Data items
'''
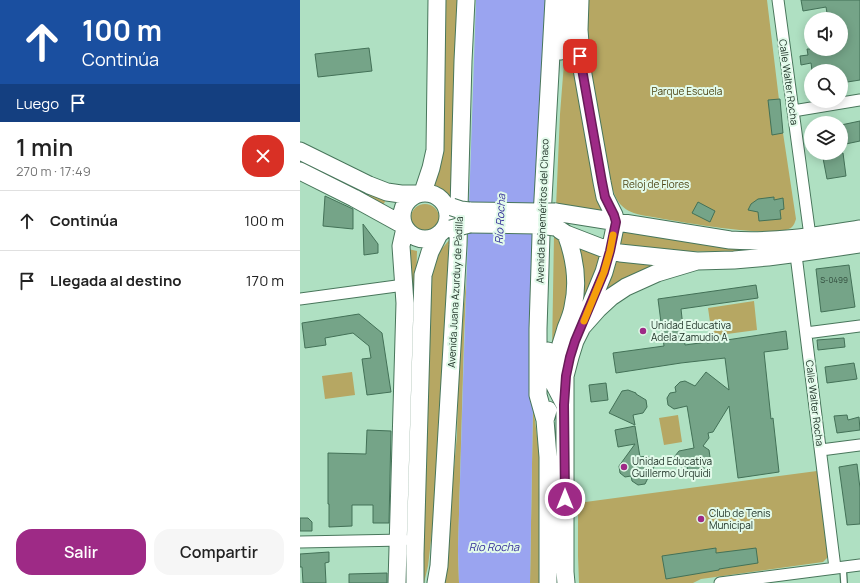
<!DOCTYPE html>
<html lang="es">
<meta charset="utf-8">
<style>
:root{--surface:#fff;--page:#f6f6f6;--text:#222;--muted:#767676;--line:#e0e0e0;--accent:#9e2a86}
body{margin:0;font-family:Manrope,sans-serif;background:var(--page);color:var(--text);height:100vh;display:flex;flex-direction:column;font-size:15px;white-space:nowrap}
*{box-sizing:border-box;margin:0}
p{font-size:13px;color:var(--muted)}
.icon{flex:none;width:22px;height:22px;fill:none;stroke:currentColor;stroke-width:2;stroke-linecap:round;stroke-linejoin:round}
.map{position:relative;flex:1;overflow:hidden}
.side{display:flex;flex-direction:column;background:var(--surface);width:300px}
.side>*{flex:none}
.banner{background:#1a4fa0;color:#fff;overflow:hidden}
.buttons{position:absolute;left:504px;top:12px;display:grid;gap:8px}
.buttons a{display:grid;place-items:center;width:44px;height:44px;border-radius:50%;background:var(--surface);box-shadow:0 2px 10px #0003;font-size:20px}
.pin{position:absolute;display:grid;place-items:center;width:34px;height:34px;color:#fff;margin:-17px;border-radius:8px;box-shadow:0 2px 6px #0006}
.me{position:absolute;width:44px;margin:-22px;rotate:0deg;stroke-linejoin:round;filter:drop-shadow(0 0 3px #0008)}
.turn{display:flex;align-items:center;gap:14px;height:84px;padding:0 16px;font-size:18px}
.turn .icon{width:52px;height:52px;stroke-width:2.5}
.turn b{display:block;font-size:28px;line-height:34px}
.then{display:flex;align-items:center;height:38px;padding:0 16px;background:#0003;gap:8px;font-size:15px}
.round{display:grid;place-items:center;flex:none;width:42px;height:42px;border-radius:16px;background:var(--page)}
.head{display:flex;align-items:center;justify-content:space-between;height:68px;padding:0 16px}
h1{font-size:24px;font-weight:600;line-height:30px}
.cta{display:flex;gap:8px;margin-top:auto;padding:8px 16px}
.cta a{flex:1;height:46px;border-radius:16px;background:var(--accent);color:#fff;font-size:16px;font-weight:600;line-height:46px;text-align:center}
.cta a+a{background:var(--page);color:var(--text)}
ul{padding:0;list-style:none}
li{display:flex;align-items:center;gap:12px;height:60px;padding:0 16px;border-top:1px solid var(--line)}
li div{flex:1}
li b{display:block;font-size:15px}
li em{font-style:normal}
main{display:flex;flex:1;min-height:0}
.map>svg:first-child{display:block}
.green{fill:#b6a763}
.water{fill:#9aa4f0}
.building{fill:#75a488;stroke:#437157}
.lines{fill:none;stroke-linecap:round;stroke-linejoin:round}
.lane-casing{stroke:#48765b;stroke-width:8}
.street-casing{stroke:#48765b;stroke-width:13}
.primary-casing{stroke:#48765b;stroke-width:19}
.lane{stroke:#fff;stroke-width:5.5}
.street{stroke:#fff;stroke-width:11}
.primary{stroke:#fff;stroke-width:17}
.primary-bridge-casing{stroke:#48765b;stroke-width:19;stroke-linecap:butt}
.primary-bridge{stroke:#fff;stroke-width:17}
.route-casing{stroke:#671b57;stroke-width:10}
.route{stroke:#9e2a86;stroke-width:7}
.slow{stroke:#f59e0b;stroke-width:7}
.poi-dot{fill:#9e2a86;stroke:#e2faea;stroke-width:1.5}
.labels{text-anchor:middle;stroke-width:4;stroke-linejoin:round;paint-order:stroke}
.number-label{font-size:8px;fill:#314b3c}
.street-label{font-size:10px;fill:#1a2d22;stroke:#e2faea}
.park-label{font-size:10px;fill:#4c4212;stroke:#e2faea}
.poi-label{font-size:10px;fill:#1a2d22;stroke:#e2faea;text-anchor:start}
.water-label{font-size:11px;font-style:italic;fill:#342e99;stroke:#e2faea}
</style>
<main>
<section class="side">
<div class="banner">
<div class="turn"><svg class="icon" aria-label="ahead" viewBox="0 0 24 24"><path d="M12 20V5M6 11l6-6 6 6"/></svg><div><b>100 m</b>Continúa</div></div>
<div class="then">Luego<svg class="icon" aria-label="arrive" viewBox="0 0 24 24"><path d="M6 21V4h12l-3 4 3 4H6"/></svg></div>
</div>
<div class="head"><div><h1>1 min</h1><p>270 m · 17:49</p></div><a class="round" style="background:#d93025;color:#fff"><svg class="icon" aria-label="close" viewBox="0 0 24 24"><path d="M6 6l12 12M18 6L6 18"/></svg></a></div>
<ul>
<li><svg class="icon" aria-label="ahead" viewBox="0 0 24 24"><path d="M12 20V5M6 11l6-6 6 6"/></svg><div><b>Continúa</b></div><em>100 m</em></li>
<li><svg class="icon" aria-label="arrive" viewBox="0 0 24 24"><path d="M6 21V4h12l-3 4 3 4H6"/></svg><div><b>Llegada al destino</b></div><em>170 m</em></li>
</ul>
<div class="cta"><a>Salir</a><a>Compartir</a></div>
</section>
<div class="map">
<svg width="560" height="583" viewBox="0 0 560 583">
<rect width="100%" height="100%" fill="#afe0c2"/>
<path class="green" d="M145 0H160L152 199 142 191 130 186Z
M274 0 310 214 256 207 260 114 264 63Z
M289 0H467L483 133 496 219C495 222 494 225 492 227 477 241 365 219 341 215 320 210 316 201 310 181L290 63 287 44Z
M0 160 87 198 82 207 69 196 0 163Z
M111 218a14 14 0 1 1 28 0a14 14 0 1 1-28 0Z
M321 230 394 243 421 247 452 249 453 252 353 251 318 246Z
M254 235 265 243 271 286 252 352Z
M151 238 135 506 128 566 124 583H122L128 276 138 253Z
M276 246 302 255 272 329Z
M108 249 117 251 110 526H106Z
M314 260 363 266 303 298Z
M167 269 164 337 158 550 159 583H142L150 511 157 435 158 376Z
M454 301 457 330 412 336 408 308Z
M52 372 55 395 25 399 22 376Z
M233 405 240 460 241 583H230Z
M378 415 382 442 364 445 359 418Z
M517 471 528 553V557L523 562 401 579 393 583H279L278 556V503Z"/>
<path class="water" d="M176 0H245L233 405 230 583H159L158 550C163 367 170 183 176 0Z"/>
<path class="building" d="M501 0H560V80L541 83V71H512L511 63 501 65 500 56 508 55 507 49H541V19H528L526 7 503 11Z
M69 48 72 71 18 77 15 54Z
M480 99 483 133 472 135 468 100Z
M560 121V141L541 145V125Z
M522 153H543L546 176 527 179Z
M25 196 53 209V229L23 226Z
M474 197V200L483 198 484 209 480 210 481 219 459 221 458 212 448 210 451 204 458 199Z
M398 202 415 211 410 222 392 213Z
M63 224 78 244V253L64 255Z
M549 265 555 307 521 312 516 269Z
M456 285 458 298 381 309 385 345 407 342V343L486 331 488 349 464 352 471 419 473 418 479 472 438 478 429 406 413 432 408 433 409 438 403 446 409 450 410 457 408 462 403 463 404 469 401 474 394 475 388 471 387 466 382 467 376 463 375 456 379 451 394 448 387 406 374 409 368 405 367 398 370 393 376 392 375 387 380 382 385 381 395 386 406 372 429 390 425 358 381 363 316 373 313 353 364 346 358 299Z
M59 314 82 333 91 392 67 395 62 359 71 358 69 346 53 333 25 338 26 345 5 348 2 323Z
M544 338 545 347 518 350 517 340Z
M554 363 557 379 527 383 525 367Z
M306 383 308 400 291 402 289 385Z
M328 390 336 393V394L346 400 347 407 343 413 333 415 335 425 309 413 322 391Z
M547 415 548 420 559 417 560 430 537 433 534 416Z
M335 426 340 457 347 456 353 460 354 467 351 472 347 473 348 478 345 484 338 485 332 481 331 476 325 477 320 473 319 466 335 444 318 447 315 430Z
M67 430 91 431 89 523H73V505H52V526L29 527V504H28V453L66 454Z
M557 464 560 488V524L547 525 539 467Z
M0 518H8L12 522V531H0Z
M416 548V553L456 548 458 563 419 569V570L366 579 362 556Z
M29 552V562L25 563 26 583H3L2 567H0V554Z
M87 573V583H49V574Z"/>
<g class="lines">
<g class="lane-casing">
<path id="lane" d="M543 567 544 583"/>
</g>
<g class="street-casing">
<path id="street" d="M478 0 510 236
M493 111 560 100
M495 247 535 568
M0 299 104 285
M506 333 560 326
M521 450 560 445
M0 542 104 540
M420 583 560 565"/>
</g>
<g class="primary-casing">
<path id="primary" d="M280 0 279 30 282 69 302 182 305 197 314 215 316 222 310 251 304 272 285 318
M261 51 268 0
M0 151 69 185 87 192 101 194H117
M0 171 54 198 103 225
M123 192 131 168 135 150 137 0
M102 216a23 23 0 1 1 46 0a23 23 0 1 1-46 0Z
M169 211 238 212
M255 212 430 240C474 243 516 236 560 229
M169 224 238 225
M260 230 266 234 310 251 320 253 397 261 434 260 468 257 491 254 560 244
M248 351V366L251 378 265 405
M253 370C257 356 262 342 266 328 269 321 272 314 273 307 279 281 275 258 266 234
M248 410 245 420 248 457V583
M245 420 238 395V329L241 235 254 0
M97 583 105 303 101 246 105 228
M115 583V554L123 275 130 252 138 236
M136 583 139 566 158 245 163 61 166 0
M266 583 265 572V376L270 357 275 341 282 327 298 309 311 297 326 287 357 273 397 261"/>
</g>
<use href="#lane" class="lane"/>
<use href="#street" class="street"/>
<use href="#primary" class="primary"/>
<g class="primary-bridge-casing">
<path id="primary-bridge" d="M152 207 161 210 169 211
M238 212H255
M238 225 255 227
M151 229 169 224"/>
</g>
<use href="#primary-bridge" class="primary-bridge"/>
</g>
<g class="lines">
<g class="route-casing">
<path id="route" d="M265 499 264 405 266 376 270 357 275 341 304 272 310 251 316 222 314 215 305 197 302 182 282 69 280 56"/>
</g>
<use href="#route" class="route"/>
<path class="slow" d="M284 321 304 272 310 251 313 235"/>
</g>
<g class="poi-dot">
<circle cx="343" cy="331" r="4"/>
<circle cx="324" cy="467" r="4"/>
<circle cx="401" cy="519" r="4"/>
</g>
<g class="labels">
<g class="number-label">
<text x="534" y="283">S-0499</text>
</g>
<g class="street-label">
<text transform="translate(489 82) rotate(82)" y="4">Calle Walter Rocha</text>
<text transform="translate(242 211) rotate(-88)" y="4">Avenida Beneméritos del Chaco</text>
<text transform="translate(155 292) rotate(-87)" y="4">Avenida Juana Azurduy de Padilla</text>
<text transform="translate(515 403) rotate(83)" y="4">Calle Walter Rocha</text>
</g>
<g class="park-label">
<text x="387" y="95">Parque Escuela</text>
<text x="356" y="188">Reloj de Flores</text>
</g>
<g class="poi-label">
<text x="351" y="329">Unidad Educativa<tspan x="351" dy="12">Adela Zamudio A</tspan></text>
<text x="332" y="465">Unidad Educativa<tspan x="332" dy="12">Guillermo Urquidi</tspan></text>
<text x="409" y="517">Club de Tenis<tspan x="409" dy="12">Municipal</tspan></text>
</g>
<g class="water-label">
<text transform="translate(200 219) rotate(-87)" y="4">Río Rocha</text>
<text x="194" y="551">Río Rocha</text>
</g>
</g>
</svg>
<div class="buttons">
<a><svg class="icon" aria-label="sound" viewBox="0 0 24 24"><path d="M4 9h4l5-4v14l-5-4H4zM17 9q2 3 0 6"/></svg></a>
<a><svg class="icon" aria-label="search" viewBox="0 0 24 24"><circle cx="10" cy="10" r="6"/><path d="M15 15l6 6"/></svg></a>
<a><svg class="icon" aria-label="layers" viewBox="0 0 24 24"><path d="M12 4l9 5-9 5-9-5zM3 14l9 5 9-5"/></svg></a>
</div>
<div class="pin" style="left:280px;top:56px;background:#d93025"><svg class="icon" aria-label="arrive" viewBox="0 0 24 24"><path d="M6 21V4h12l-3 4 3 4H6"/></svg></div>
<svg class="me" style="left:265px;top:499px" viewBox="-20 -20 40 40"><circle r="17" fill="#9e2a86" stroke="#fff" stroke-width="3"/><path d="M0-11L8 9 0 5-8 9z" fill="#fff"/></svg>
</div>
</main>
'''
- [REQUIRED WORK]: List each line of the records that holds the string "side".

- [SOLUTION FOR THIS PROBLEM]:
.side{display:flex;flex-direction:column;background:var(--surface);width:300px}
.side>*{flex:none}
<section class="side">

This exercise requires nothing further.